The levies will go to the IMO Maritime Research Fund created for the decarbonisation mission
The shipping industry’s proposal to impose $2/mt of levy for bunker fuel purchase proposed last year garnered eight more nations’ backing. Proceeds from the $2/mt levy on marine fuel purchases will go to a $5 billion fund for the research and development (R&D) of zero-carbon marine fuels. The IMO’s fund would be supervised and managed by a new International Maritime Research and Development Board (IMRB). Chief executive of UK’s Chamber of Shipping remarked: “this new multi-billion-dollar fund is a game-changing development. It shows how serious the industry is about reducing its emission and tackling climate change.”
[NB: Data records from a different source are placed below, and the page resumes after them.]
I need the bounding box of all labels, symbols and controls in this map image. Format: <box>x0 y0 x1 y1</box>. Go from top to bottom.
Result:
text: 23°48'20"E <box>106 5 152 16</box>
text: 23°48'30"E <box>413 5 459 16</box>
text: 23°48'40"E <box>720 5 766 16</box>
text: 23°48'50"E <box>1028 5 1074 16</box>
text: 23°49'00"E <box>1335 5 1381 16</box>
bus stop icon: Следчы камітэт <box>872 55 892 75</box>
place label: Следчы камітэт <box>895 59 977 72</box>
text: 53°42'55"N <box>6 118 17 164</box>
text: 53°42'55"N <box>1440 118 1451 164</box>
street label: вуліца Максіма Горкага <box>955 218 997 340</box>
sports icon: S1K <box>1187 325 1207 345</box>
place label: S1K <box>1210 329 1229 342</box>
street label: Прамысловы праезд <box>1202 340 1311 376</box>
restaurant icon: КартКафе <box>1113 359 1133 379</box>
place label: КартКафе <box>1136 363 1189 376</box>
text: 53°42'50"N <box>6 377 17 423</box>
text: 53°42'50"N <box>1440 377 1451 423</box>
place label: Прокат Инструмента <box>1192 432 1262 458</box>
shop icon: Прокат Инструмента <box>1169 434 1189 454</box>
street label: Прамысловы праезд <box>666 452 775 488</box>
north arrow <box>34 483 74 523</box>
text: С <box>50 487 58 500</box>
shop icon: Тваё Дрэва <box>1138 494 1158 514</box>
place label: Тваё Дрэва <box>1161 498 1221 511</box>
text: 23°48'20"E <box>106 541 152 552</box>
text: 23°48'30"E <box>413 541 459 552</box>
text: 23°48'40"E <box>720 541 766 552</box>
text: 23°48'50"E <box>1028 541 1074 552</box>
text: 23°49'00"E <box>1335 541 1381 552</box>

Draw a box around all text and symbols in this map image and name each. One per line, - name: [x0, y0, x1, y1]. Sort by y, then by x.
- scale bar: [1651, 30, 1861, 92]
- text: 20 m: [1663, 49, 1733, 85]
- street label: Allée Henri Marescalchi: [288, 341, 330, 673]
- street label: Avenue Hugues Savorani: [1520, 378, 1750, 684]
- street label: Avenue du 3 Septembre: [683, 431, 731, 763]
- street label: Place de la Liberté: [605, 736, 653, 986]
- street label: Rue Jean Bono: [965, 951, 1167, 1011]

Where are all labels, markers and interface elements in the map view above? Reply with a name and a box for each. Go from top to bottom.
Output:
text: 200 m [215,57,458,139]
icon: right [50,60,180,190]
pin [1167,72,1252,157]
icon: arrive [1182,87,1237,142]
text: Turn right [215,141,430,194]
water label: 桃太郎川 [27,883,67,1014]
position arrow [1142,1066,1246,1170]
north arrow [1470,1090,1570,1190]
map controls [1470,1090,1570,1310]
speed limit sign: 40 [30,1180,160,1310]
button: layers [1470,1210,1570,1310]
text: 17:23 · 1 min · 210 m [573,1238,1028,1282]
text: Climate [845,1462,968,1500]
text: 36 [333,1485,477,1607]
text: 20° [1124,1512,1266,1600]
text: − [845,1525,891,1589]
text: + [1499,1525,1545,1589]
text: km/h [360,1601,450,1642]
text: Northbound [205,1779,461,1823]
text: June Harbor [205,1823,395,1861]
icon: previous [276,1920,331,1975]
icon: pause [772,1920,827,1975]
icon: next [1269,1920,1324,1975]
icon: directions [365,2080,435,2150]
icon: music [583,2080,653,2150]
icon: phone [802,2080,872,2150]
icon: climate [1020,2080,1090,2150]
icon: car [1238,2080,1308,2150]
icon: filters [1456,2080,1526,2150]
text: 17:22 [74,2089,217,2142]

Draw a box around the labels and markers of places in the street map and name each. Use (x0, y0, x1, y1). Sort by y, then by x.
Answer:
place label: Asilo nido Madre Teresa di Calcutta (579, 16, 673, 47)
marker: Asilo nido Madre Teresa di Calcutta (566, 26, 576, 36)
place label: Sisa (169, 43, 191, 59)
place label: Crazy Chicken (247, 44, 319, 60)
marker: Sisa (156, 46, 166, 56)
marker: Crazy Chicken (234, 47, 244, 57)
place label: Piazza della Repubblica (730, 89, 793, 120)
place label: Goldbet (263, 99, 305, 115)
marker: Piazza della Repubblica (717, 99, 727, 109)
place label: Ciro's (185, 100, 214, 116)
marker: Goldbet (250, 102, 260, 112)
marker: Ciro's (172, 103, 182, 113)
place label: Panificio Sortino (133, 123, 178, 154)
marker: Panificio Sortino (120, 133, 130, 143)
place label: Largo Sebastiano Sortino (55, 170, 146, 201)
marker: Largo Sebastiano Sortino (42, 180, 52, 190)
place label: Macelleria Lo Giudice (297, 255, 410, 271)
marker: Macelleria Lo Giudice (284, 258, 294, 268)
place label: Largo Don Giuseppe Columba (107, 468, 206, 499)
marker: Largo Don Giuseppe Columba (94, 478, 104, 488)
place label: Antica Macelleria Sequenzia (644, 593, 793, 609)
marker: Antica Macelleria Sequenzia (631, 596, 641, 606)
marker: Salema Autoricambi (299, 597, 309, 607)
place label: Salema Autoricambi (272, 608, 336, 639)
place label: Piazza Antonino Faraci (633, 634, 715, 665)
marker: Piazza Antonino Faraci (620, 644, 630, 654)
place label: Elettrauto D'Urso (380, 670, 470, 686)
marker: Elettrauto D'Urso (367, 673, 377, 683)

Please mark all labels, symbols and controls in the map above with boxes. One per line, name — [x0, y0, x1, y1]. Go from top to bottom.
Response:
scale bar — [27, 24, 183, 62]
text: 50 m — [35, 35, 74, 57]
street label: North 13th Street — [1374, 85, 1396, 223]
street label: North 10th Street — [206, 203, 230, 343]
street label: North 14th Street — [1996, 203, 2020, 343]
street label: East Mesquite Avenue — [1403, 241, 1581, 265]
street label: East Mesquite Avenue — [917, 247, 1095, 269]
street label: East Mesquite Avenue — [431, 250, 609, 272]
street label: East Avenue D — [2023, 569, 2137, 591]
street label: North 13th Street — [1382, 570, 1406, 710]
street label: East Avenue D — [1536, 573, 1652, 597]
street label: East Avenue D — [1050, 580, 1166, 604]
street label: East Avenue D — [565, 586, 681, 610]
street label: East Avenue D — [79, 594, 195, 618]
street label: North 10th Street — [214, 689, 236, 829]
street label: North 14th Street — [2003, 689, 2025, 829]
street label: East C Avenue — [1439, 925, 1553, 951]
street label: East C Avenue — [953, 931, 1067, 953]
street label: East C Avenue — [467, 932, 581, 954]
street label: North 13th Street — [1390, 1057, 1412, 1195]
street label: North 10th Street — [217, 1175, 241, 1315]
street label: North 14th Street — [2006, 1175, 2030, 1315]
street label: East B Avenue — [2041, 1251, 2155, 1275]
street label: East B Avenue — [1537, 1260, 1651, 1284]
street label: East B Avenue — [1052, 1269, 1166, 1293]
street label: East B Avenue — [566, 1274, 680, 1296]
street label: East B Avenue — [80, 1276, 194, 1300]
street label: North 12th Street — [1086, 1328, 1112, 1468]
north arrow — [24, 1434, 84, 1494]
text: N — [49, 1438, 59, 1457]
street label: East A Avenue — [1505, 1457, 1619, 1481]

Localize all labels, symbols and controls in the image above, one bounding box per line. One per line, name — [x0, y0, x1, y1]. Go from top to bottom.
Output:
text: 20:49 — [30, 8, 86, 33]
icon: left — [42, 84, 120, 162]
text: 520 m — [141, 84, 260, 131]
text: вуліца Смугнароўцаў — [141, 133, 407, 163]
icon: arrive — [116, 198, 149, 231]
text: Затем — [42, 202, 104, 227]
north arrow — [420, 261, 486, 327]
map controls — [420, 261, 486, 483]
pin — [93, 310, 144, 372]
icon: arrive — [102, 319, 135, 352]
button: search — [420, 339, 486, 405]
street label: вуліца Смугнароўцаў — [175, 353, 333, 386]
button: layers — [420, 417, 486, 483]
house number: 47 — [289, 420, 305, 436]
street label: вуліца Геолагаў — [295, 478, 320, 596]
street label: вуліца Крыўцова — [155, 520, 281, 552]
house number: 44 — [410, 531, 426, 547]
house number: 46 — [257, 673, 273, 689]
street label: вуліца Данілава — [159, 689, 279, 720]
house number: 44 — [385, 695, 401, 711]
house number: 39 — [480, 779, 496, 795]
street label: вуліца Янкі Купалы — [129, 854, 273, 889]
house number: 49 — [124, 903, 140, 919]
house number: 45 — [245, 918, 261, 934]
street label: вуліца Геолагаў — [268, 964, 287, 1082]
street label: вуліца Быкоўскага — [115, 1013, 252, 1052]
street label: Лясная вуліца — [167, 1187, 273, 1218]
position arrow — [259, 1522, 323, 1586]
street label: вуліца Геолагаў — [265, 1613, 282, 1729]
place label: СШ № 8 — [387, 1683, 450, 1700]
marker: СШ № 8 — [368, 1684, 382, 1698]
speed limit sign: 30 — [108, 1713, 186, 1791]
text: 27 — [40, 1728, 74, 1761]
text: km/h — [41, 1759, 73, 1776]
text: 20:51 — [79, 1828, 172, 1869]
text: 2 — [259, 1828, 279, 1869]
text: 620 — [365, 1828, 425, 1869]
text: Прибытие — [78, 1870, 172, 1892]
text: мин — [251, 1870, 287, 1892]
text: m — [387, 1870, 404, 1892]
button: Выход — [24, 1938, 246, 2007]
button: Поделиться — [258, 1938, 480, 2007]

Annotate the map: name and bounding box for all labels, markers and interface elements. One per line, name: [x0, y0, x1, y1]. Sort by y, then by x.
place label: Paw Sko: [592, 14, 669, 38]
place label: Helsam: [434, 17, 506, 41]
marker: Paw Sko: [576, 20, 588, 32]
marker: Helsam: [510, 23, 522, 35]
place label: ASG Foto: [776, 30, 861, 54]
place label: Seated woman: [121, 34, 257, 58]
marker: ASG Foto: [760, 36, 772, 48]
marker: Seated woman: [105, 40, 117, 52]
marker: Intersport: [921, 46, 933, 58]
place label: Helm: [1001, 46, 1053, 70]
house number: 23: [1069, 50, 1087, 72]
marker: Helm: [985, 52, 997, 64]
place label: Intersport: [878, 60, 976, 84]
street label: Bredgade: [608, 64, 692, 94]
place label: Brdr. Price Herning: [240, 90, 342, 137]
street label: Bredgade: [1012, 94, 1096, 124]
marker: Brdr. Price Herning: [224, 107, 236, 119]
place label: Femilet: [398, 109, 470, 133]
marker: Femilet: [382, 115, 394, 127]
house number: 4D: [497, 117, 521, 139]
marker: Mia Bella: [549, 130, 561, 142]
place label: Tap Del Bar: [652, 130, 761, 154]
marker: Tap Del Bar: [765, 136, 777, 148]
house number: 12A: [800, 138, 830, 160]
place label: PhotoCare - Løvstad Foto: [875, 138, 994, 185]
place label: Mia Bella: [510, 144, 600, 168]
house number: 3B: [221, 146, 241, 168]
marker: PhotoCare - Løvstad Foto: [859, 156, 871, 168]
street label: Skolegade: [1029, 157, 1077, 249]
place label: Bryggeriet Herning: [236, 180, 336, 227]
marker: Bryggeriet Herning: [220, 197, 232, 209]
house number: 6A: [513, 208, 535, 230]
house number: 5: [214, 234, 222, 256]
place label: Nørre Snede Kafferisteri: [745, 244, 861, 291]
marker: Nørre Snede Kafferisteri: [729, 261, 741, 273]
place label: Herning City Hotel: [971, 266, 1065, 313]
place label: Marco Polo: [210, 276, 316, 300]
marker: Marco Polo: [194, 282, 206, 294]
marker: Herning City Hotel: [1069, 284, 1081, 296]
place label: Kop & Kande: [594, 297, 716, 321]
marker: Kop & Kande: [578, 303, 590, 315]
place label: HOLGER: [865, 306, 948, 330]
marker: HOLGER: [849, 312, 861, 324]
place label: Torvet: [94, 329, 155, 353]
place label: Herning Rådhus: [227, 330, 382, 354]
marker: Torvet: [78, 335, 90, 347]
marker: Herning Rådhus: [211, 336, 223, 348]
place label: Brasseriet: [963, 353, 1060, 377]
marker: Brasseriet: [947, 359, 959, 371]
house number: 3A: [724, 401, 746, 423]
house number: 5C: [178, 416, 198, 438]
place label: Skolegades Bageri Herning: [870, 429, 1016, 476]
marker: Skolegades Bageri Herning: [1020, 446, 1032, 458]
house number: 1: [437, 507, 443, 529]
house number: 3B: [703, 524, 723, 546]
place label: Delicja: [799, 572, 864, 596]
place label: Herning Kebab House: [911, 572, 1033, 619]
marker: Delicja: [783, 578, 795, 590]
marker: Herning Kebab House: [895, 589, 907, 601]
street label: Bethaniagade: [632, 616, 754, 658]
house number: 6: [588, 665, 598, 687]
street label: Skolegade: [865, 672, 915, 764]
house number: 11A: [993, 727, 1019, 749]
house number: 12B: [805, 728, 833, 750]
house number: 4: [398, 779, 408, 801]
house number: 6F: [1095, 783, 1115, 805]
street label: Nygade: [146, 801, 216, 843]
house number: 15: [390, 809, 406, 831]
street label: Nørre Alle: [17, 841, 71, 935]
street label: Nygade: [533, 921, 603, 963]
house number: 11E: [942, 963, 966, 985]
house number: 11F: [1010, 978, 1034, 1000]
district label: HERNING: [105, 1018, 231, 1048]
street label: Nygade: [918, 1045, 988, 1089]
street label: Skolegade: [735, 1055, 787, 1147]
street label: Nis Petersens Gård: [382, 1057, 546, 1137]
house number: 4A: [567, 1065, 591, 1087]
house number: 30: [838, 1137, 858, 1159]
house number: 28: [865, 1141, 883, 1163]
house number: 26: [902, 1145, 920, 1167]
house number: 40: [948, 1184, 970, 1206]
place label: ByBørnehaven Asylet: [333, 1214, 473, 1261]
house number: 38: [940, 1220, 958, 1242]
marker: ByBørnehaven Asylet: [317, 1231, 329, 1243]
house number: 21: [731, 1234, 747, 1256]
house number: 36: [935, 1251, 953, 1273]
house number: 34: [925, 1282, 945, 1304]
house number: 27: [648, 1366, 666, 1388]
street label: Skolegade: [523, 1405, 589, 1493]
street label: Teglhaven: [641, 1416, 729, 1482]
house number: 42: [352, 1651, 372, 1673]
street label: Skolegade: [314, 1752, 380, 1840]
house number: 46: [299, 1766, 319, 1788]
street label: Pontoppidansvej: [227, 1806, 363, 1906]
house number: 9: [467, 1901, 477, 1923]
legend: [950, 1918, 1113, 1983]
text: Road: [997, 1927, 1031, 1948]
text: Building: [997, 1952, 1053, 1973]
Collective support from various nations
BIMCO revealed in its statement that Georgia, Greece, Japan, Liberia, Malta, Nigeria, Singapore, and Switzerland had expressed their support towards the measure and a variety of shipping industry groups.
“This new US$5 billion Fund will support a new International Maritime Research and Development Board (IMRB) to commission collaborative programmes for the applied R&D of zero-carbon technologies, specifically tailored for maritime application, including the development of working prototype. It will also assist CO2 reduction projects in developing countries, including the Pacific island nations. Zero-emission ocean-going ships deployed at the scale required by 2030 will be near impossible if this proposal is not supported by UN IMO member states,” BIMCO said in their statement.
BIMCO agreed decarbonisation can only take place with a significant acceleration of R&D, as zero-carbon technologies have yet to exist that apply to large ocean-going ships. A well-funded R&D programme, which the industry has agreed to pay for within a global regulatory framework, needs to commence immediately under UN IMO’s supervision. Recognising the urgency and ambition required for decarbonising, the shipping industry groups appeal to all governments to be on the right side of history to support this ambitious proposal.
International shipping transports more than 80 per cent of global trade and emits 2 per cent of global emissions. The big challenge is not building a single zero carbon ship, but creating the technologies required to decarbonise the entire global fleet at speed and scale. The sooner the IMO Maritime Research Fund is established, the sooner the commencement of developing zero-emission ships to decarbonise maritime transport.